Materials and Methods: Patients with symptomatic lumbar spinal stenosis were recruited in this cross-sectional study, who had been referred to Shahid Beheshti hospital in Babol, Northern Iran, between 2016 and 2017. Lumbar spinal stenosis was diagnosed based on clinical symptoms and a stenotic lesion in the lumbar spine confirmed by magnetic resonance imaging. Low bone mineral density was confirmed based on World Health Organisation and International Society for Clinical Densitometry criteria. Demographic and laboratory parameters of the patients were collected. The data were analysed using SPSS by descriptive, ANOVA, logistic regression and Pearson correlation tests.
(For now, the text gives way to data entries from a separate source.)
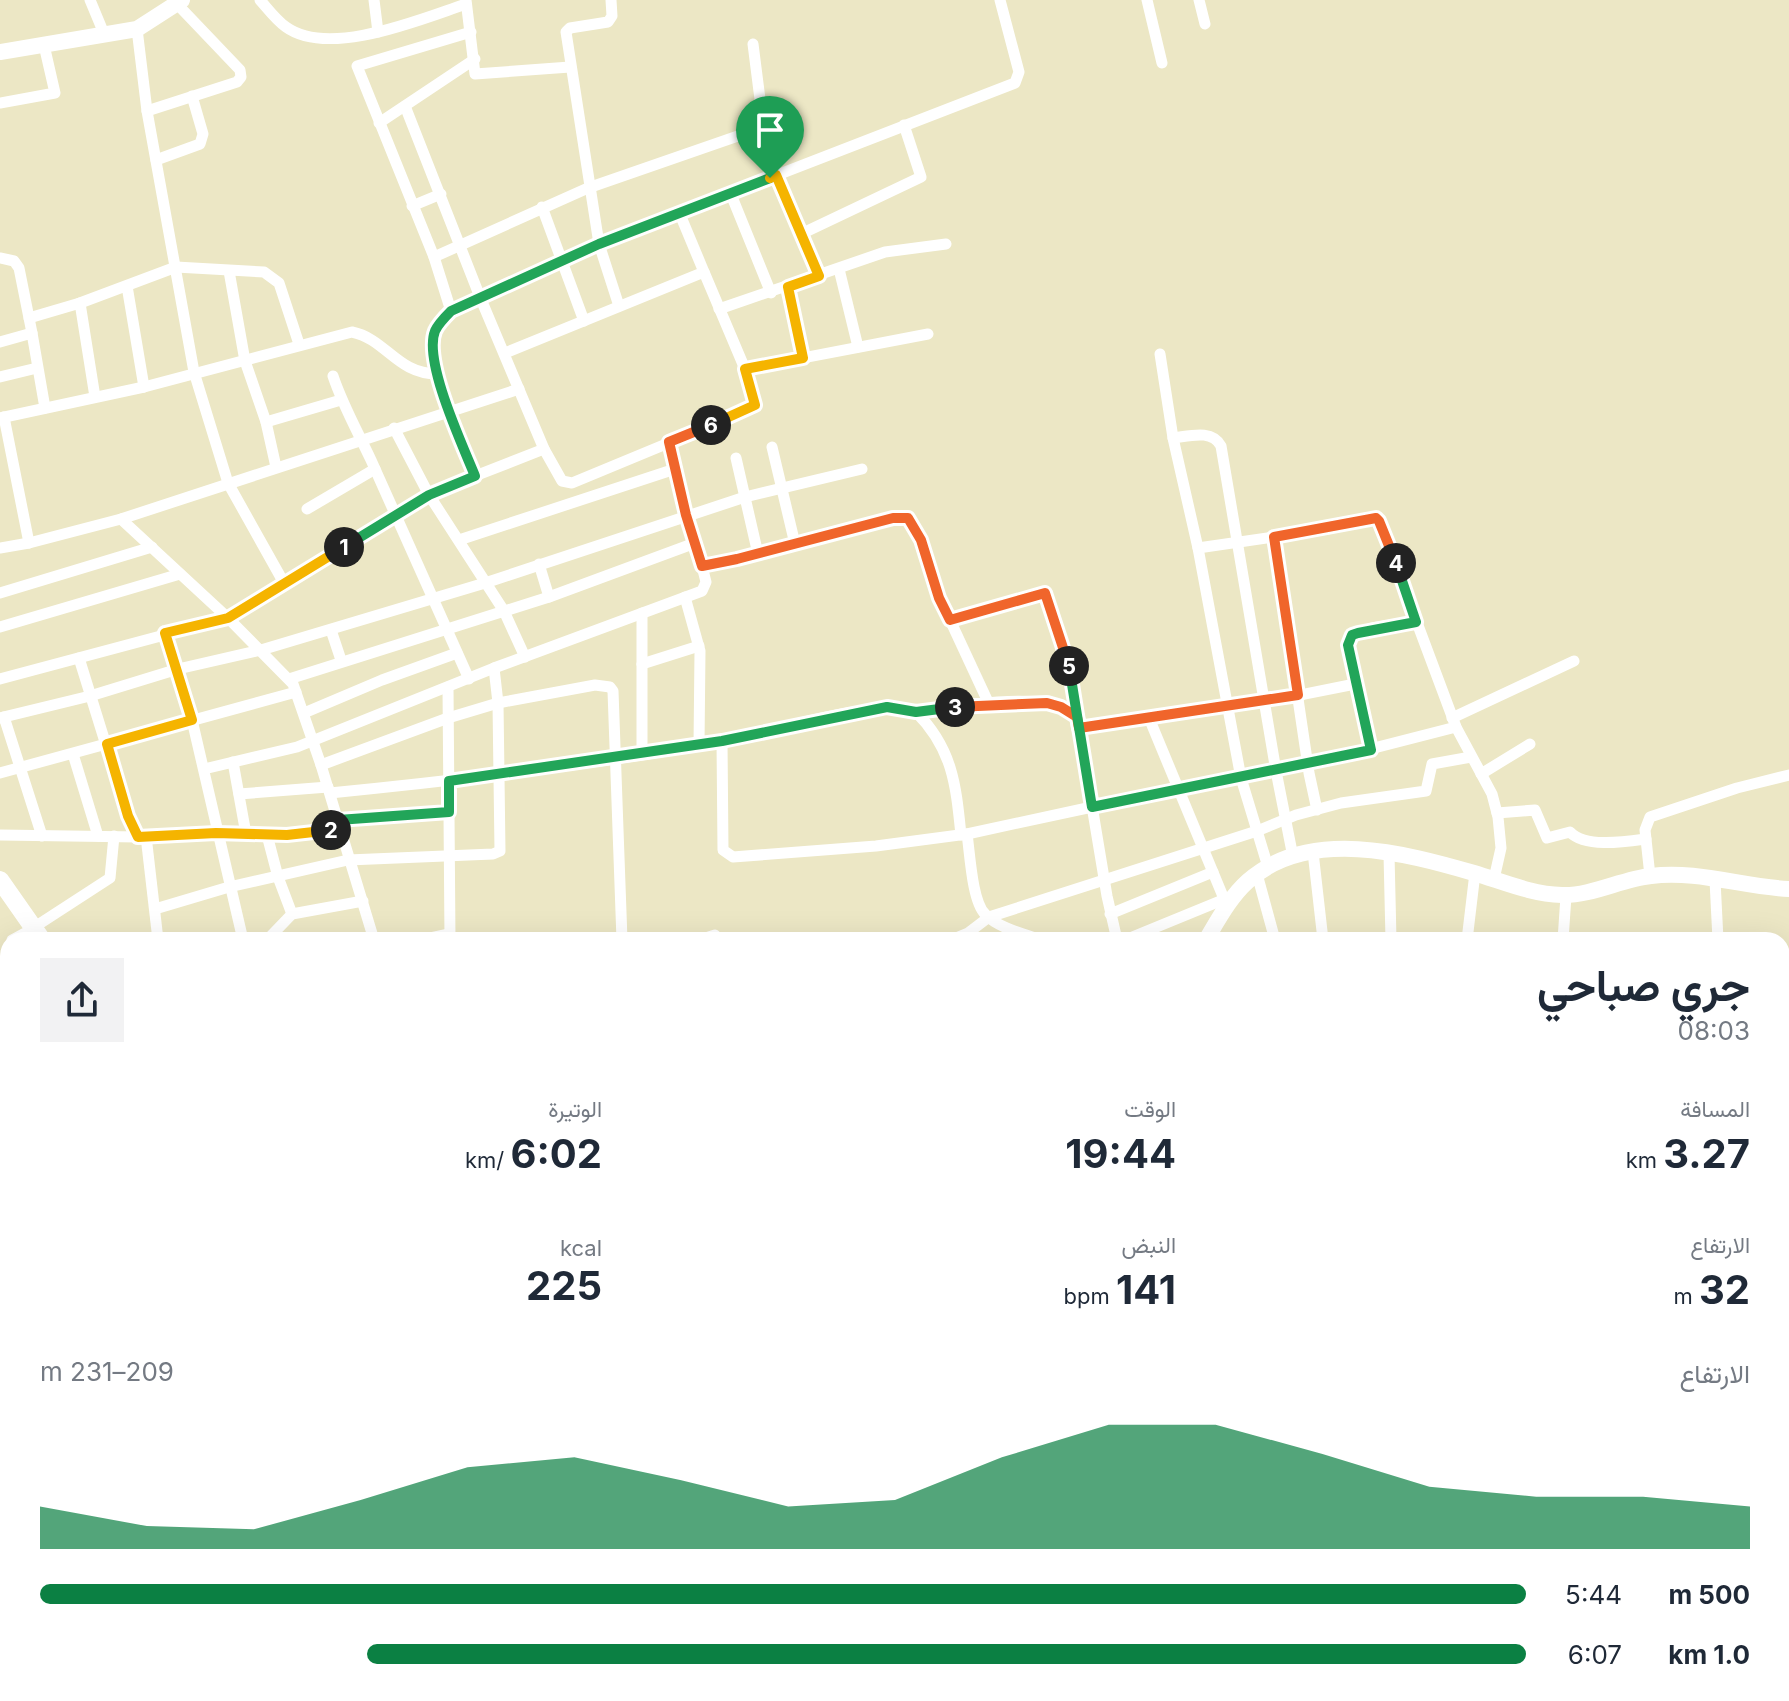 <!DOCTYPE html>
<html lang="ar">
<head>
<meta charset="utf-8">
<style>
  :root { --surface:#fff; --page:#f2f2f3; --text:#1f2937; --muted:#747a83; --accent:#0b8043 }
  body { margin:0; font-family:Inter,Vazirmatn,sans-serif; background:var(--page); color:var(--text); direction:rtl; height:100vh; display:flex; flex-direction:column; font-size:30px; white-space:nowrap }
  * { box-sizing:border-box; margin:0 }
  p { font-size:26px; color:var(--muted) }
  .icon { flex:none; width:44px; height:44px; fill:none; stroke:currentColor; stroke-width:2; stroke-linecap:round; stroke-linejoin:round }
  .map { position:relative; flex:1; overflow:hidden; direction:ltr }
  .details { position:absolute; left:0px; top:932px; width:1790px; height:770px; display:flex; flex-direction:column; background:var(--surface); border-radius:24px 24px 0 0; box-shadow:0 8px 32px #0002; direction:rtl }
  .details>* { flex:none }
  .pin { position:absolute; display:grid; place-items:center; width:68px; height:68px; color:#fff; margin:-82px -34px; border-radius:50% 50% 50% 0; rotate:-45deg; box-shadow:0 0 8px #0007 }
  .pin .icon { rotate:45deg }
  .km { position:absolute; width:40px; height:40px; margin:-20px; border-radius:50%; background:#222; color:#fff; font-size:22px; line-height:40px; text-align:center }
  .round { display:grid; place-items:center; flex:none; width:84px; height:84px; border-radius:0px; background:var(--page) }
  .head { display:flex; align-items:center; justify-content:space-between; height:136px; padding:0 40px }
  h1 { font-size:44px; font-weight:700; line-height:60px }
  .stats { display:grid; grid-template-columns:repeat(3,1fr); gap:12px; height:136px; padding:8px 40px }
  .stats div { display:grid; align-content:center }
  .stats b { font-size:40px; font-weight:700 }
  .stats small { font-size:22px; font-weight:400 }
  .stats p { font-size:22px }
  .chart { height:224px; padding:16px 40px }
  .chart p { display:flex; justify-content:space-between }
  .chart svg { width:100%; height:144px; margin-top:8px; fill:var(--accent); opacity:.7 }
  ul { padding:0 40px; list-style:none; font-size:26px }
  li { display:grid; grid-template-columns:128px 96px 1fr; align-items:center; height:60px }
  li i { height:20px; border-radius:10px; background:var(--accent) }
  .map>svg:first-child { display:block }
  .lines { fill:none; stroke-linecap:round; stroke-linejoin:round }
  .street { stroke:#fff; stroke-width:11 }
  .secondary { stroke:#fff; stroke-width:16 }
  .primary { stroke:#fff; stroke-width:18 }
  .split-1-casing { stroke:#fff; stroke-width:16 }
  .split-2-casing { stroke:#fff; stroke-width:16 }
  .split-3-casing { stroke:#fff; stroke-width:16 }
  .split-4-casing { stroke:#fff; stroke-width:16 }
  .split-5-casing { stroke:#fff; stroke-width:16 }
  .split-6-casing { stroke:#fff; stroke-width:16 }
  .split-7-casing { stroke:#fff; stroke-width:16 }
  .split-1 { stroke:#22a559; stroke-width:10 }
  .split-2 { stroke:#f5b400; stroke-width:10 }
  .split-3 { stroke:#22a559; stroke-width:10 }
  .split-4 { stroke:#f0652b; stroke-width:10 }
  .split-5 { stroke:#22a559; stroke-width:10 }
  .split-6 { stroke:#f0652b; stroke-width:10 }
  .split-7 { stroke:#f5b400; stroke-width:10 }
</style>
</head>
<body>
<div class="map">
<svg width="1789" height="1701" viewBox="0 0 1789 1701">
  <rect width="100%" height="100%" fill="#ece7c5"/>
  <g class="lines">
    <g class="street">
      <polyline points="90,0 105,36"/>
      <path d="M 260,0 C 268,9 276,20 286,27 C 329,58 421,19 466,4"/>
      <polyline points="374,0 378,32"/>
      <polyline points="466,0 475,74 570,67"/>
      <polyline points="611,0 612,16 608,22 570,28 566,32 599,244 619,306"/>
      <polyline points="1147,0 1162,63"/>
      <polyline points="1199,0 1205,24"/>
      <polyline points="137,29 147,111 194,372 228,483 284,583"/>
      <path d="M 471,32 L 357,66 L 434,257 L 451,311 C 444,319 436,327 434,337 C 428,373 462,441 475,476 L 544,449"/>
      <polyline points="753,44 770,178"/>
      <polyline points="0,103 55,93 44,45"/>
      <polyline points="405,106 480,297 544,449 562,481 572,483 753,408 755,405 745,369 704,272 505,353"/>
      <polyline points="147,111 237,82 241,77 240,70 178,5"/>
      <polyline points="379,123 475,59"/>
      <polyline points="156,160 200,144 203,134 192,96"/>
      <polyline points="776,175 819,276"/>
      <polyline points="730,192 771,293"/>
      <polyline points="412,206 441,194"/>
      <polyline points="542,207 584,321"/>
      <polyline points="679,212 704,272"/>
      <polyline points="801,234 921,177 904,125"/>
      <polyline points="434,257 588,188 764,127"/>
      <polyline points="0,258 14,261 19,268 32,333"/>
      <polyline points="839,269 858,347"/>
      <polyline points="229,271 245,361 266,422 276,467"/>
      <polyline points="127,286 144,387"/>
      <polyline points="788,287 803,358"/>
      <polyline points="719,309 885,252 946,244"/>
      <polyline points="451,311 599,244 1015,83 1019,72 1000,0"/>
      <polyline points="29,318 80,303"/>
      <polyline points="0,342 32,333 45,408"/>
      <polyline points="1160,354 1173,438 1198,548 1241,778 1268,867"/>
      <polyline points="745,369 928,334"/>
      <path d="M 333,376 C 343,406 358,432 371,460 C 403,533 436,606 469,679"/>
      <polyline points="0,377 37,368"/>
      <polyline points="95,397 80,303 176,267 264,272 279,283 299,344"/>
      <polyline points="4,417 29,543"/>
      <path d="M 0,418 L 144,387 L 352,332 C 386,339 397,374 437,374"/>
      <polyline points="266,422 341,400"/>
      <polyline points="394,428 429,495 504,611 525,657"/>
      <path d="M 1173,438 C 1190,436 1212,429 1221,446 L 1276,771 L 1293,857"/>
      <polyline points="669,442 686,515 702,566 737,559 903,517 913,524 921,540 939,598 950,620 1039,593 1046,594 1067,656 1107,896 1117,940"/>
      <polyline points="772,447 795,544"/>
      <polyline points="736,458 758,554"/>
      <polyline points="307,509 375,469"/>
      <polyline points="121,519 228,618 293,684 321,765 374,940"/>
      <polyline points="1274,537 1309,773 1317,810"/>
      <polyline points="459,540 675,469"/>
      <polyline points="0,548 29,543 121,519 519,389"/>
      <polyline points="1198,548 1328,529 1374,518 1379,521 1456,727 1492,794 1498,817 1501,848 1494,879"/>
      <polyline points="539,564 549,597"/>
      <polyline points="0,593 152,547"/>
      <polyline points="685,597 700,651 699,745"/>
      <polyline points="950,620 989,704"/>
      <polyline points="0,627 180,574"/>
      <polyline points="331,630 341,660"/>
      <polyline points="165,633 192,720 243,940"/>
      <polyline points="79,658 128,816 138,837"/>
      <polyline points="642,664 699,646"/>
      <polyline points="0,679 228,618 429,495 475,476"/>
      <polyline points="289,679 549,597 695,543"/>
      <polyline points="448,687 450,940"/>
      <path d="M 916,712 C 954,707 1019,695 1055,705 C 1063,707 1070,713 1077,717"/>
      <polyline points="304,713 382,680 457,653"/>
      <polyline points="4,717 42,836"/>
      <polyline points="0,718 90,696 178,669 261,650 485,583 745,497 862,469"/>
      <polyline points="1149,718 1227,906"/>
      <polyline points="1452,718 1574,661"/>
      <polyline points="1079,728 1265,702 1355,684"/>
      <polyline points="722,741 723,850 733,857 876,846 967,834 1092,807 1331,759 1456,727"/>
      <path d="M 1371,750 L 1354,680 L 1349,639 C 1364,625 1396,625 1416,622"/>
      <polyline points="73,754 98,836"/>
      <polyline points="642,754 642,613"/>
      <polyline points="233,762 246,834"/>
      <polyline points="321,765 448,718 498,703 595,685 610,687 613,691 622,940"/>
      <polyline points="204,769 297,747 494,668 702,591 706,582 702,566"/>
      <polyline points="0,773 296,692"/>
      <polyline points="1481,774 1530,744"/>
      <path d="M 330,793 C 460,780 591,765 720,742 C 770,733 872,698 916,712 C 953,749 956,786 961,835"/>
      <polyline points="239,794 328,787"/>
      <path d="M 1497,813 L 1535,810 L 1547,838 L 1570,832 C 1585,848 1624,842 1646,839"/>
      <polyline points="338,820 449,812"/>
      <path d="M 967,834 C 970,854 972,901 985,914 C 998,928 1024,934 1042,940"/>
      <polyline points="0,835 138,837 216,833 267,835 278,877 292,914"/>
      <polyline points="267,835 306,834 340,828"/>
      <polyline points="146,836 158,940"/>
      <polyline points="1313,852 1323,940"/>
      <polyline points="1389,854 1391,940"/>
      <polyline points="1257,874 1275,940"/>
      <polyline points="1650,876 1645,830 1650,817 1737,788 1789,775"/>
      <polyline points="1715,880 1718,940"/>
      <polyline points="155,909 229,887 348,860 493,854 500,851 498,703 494,668"/>
      <polyline points="1110,914 1213,872"/>
      <polyline points="33,928 110,878 114,836"/>
      <polyline points="12,940 25,933"/>
      <polyline points="267,940 292,914 363,901"/>
      <polyline points="421,940 449,934"/>
      <polyline points="537,940 547,940"/>
      <polyline points="699,940 715,935"/>
      <polyline points="951,940 968,933 989,917 1257,831 1296,815 1341,803 1426,791 1432,764 1471,757"/>
      <polyline points="1125,940 1225,899"/>
      <polyline points="1467,940 1475,873"/>
      <polyline points="1563,940 1566,896"/>
      <polyline points="0,1111 8,1107"/>
      <polyline points="0,1182 8,1182"/>
      <polyline points="0,1335 8,1336"/>
      <polyline points="0,1393 8,1394"/>
      <polyline points="0,1444 8,1444"/>
      <polyline points="0,1488 5,1525"/>
      <polyline points="0,1620 8,1634"/>
      <polyline points="0,1660 8,1655"/>
      <polyline points="129,1694 133,1701"/>
      <polyline points="241,1694 245,1701"/>
      <polyline points="370,1694 374,1701"/>
      <polyline points="460,1694 463,1701"/>
      <polyline points="806,1694 807,1701"/>
      <polyline points="835,1694 837,1701"/>
      <polyline points="891,1694 892,1701"/>
      <polyline points="993,1694 995,1701"/>
      <polyline points="1002,1694 1032,1694"/>
      <polyline points="1053,1694 1054,1701"/>
      <polyline points="1112,1694 1114,1701"/>
      <polyline points="1159,1694 1162,1701"/>
      <polyline points="1417,1694 1418,1701"/>
      <polyline points="1667,1694 1685,1701"/>
      <polyline points="53,1701 63,1694"/>
      <polyline points="164,1701 175,1694"/>
      <polyline points="314,1701 326,1694"/>
      <polyline points="434,1701 446,1694"/>
      <polyline points="934,1701 982,1694"/>
      <polyline points="1181,1701 1233,1696"/>
      <polyline points="1353,1701 1354,1694"/>
      <polyline points="1454,1701 1494,1694"/>
    </g>
    <g class="secondary">
      <polyline points="0,52 137,29 182,0"/>
      <path d="M 1206,940 C 1218,920 1230,897 1248,881 C 1309,827 1405,853 1474,873 C 1504,882 1531,894 1562,895 C 1591,896 1622,879 1651,876 C 1697,870 1743,887 1789,889"/>
      <polyline points="0,1248 8,1249"/>
      <polyline points="740,1701 756,1694"/>
    </g>
    <g class="primary">
      <polyline points="0,880 42,940"/>
      <polyline points="608,1694 612,1701"/>
    </g>
  </g>
  <g class="lines">
    <defs>
      <path id="split-1" d="M 344,547 L 429,495 L 475,476 C 463,446 423,361 435,331 C 438,324 445,317 451,311 L 599,244 L 770,178"/>
      <polyline id="split-2" points="331,830 287,835 216,833 138,837 128,816 107,744 192,720 165,633 228,618 344,547"/>
      <polyline id="split-3" points="331,830 340,828 338,820 449,812 449,781 722,741 887,707 916,712 955,707"/>
      <polyline id="split-4" points="955,707 1047,703 1061,707 1077,717 1079,728 1298,695 1274,537 1376,518 1379,521 1396,563"/>
      <polyline id="split-5" points="1069,666 1092,807 1371,750 1348,645 1352,635 1358,633 1416,622 1396,563"/>
      <polyline id="split-6" points="711,425 669,442 686,515 702,566 737,559 893,518 908,518 921,540 939,598 950,620 1045,593 1069,666"/>
      <polyline id="split-7" points="711,425 755,405 745,369 803,358 788,287 819,276 776,175 770,178"/>
    </defs>
    <use href="#split-1" class="split-1-casing"/>
    <use href="#split-2" class="split-2-casing"/>
    <use href="#split-3" class="split-3-casing"/>
    <use href="#split-4" class="split-4-casing"/>
    <use href="#split-5" class="split-5-casing"/>
    <use href="#split-6" class="split-6-casing"/>
    <use href="#split-7" class="split-7-casing"/>
    <use href="#split-1" class="split-1"/>
    <use href="#split-2" class="split-2"/>
    <use href="#split-3" class="split-3"/>
    <use href="#split-4" class="split-4"/>
    <use href="#split-5" class="split-5"/>
    <use href="#split-6" class="split-6"/>
    <use href="#split-7" class="split-7"/>
  </g>
</svg>
<div class="pin" style="left:770px;top:178px;background:#1e9e55"><svg class="icon" aria-label="arrive" viewBox="0 0 24 24"><path d="M6 21V4h12l-3 4 3 4H6"/></svg></div>
<b class="km" style="left:344px;top:547px">1</b>
<b class="km" style="left:331px;top:830px">2</b>
<b class="km" style="left:955px;top:707px">3</b>
<b class="km" style="left:1396px;top:563px">4</b>
<b class="km" style="left:1069px;top:666px">5</b>
<b class="km" style="left:711px;top:425px">6</b>
<section class="details">
<div class="head"><div><h1>جري صباحي</h1><p>08:03</p></div><a class="round"><svg class="icon" aria-label="share" viewBox="0 0 24 24"><path d="M12 15V3M7 8l5-5 5 5M5 13v7h14v-7"/></svg></a></div>
<div class="stats">
<div><p>المسافة</p><b>3.27<small> km</small></b></div>
<div><p>الوقت</p><b>19:44</b></div>
<div><p>الوتيرة</p><b>6:02<small> /km</small></b></div>
</div>
<div class="stats">
<div><p>الارتفاع</p><b>32<small> m</small></b></div>
<div><p>النبض</p><b>141<small> bpm</small></b></div>
<div><p>kcal</p><b>225</b></div>
</div>
<div class="chart"><p><span>الارتفاع</span>209–231 m</p>
<svg viewBox="0 0 160 44" preserveAspectRatio="none"><path d="M0 44V31L10 37L20 38L30 29L40 19L50 16L60 23L70 31L80 29L90 16L100 6L110 6L120 15L130 25L140 28L150 28L160 31V44z"/></svg>
</div>
<ul>
<li><b>500 m</b>5:44<i style="width:100%"></i></li>
<li><b>1.0 km</b>6:07<i style="width:78%"></i></li>
</ul>
</section>
</div>
</body>
</html>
Results: Overall, 146 patients with lumbar stenosis were enrolled. Based on bone densitometry of spine and femur, 35 (24%) and 36 (24.7%) of the patients had osteoporosis. According to femoral densitometry, age (OR=1.311, 95% CI: 1.167-1.473), being a female (OR=3.391, 95% CI: 1.391-8.420) and being a homemaker (OR=3.675, 95% CI: 1.476-9.146) were found as risk factors for osteoporosis. Based on spinal densitometry, age (OR=1.283, 95% CI: 1.154-1.427) and being a female (OR=2.786, 95% CI: 1.106-7.019) were associated with osteoporosis. Significant correlations were observed between bone mineral density and red blood cell counts (r=+0.168, p=0.043) and vitamin D (r=+0.303, p<0.001).
Conclusion: The prevalence of low bone mineral density was considerable in the patients with lumbar spinal stenosis. Control of modifiable associated factors by physicians and healthcare administrators should lead to a better outcome of the disease in these patients.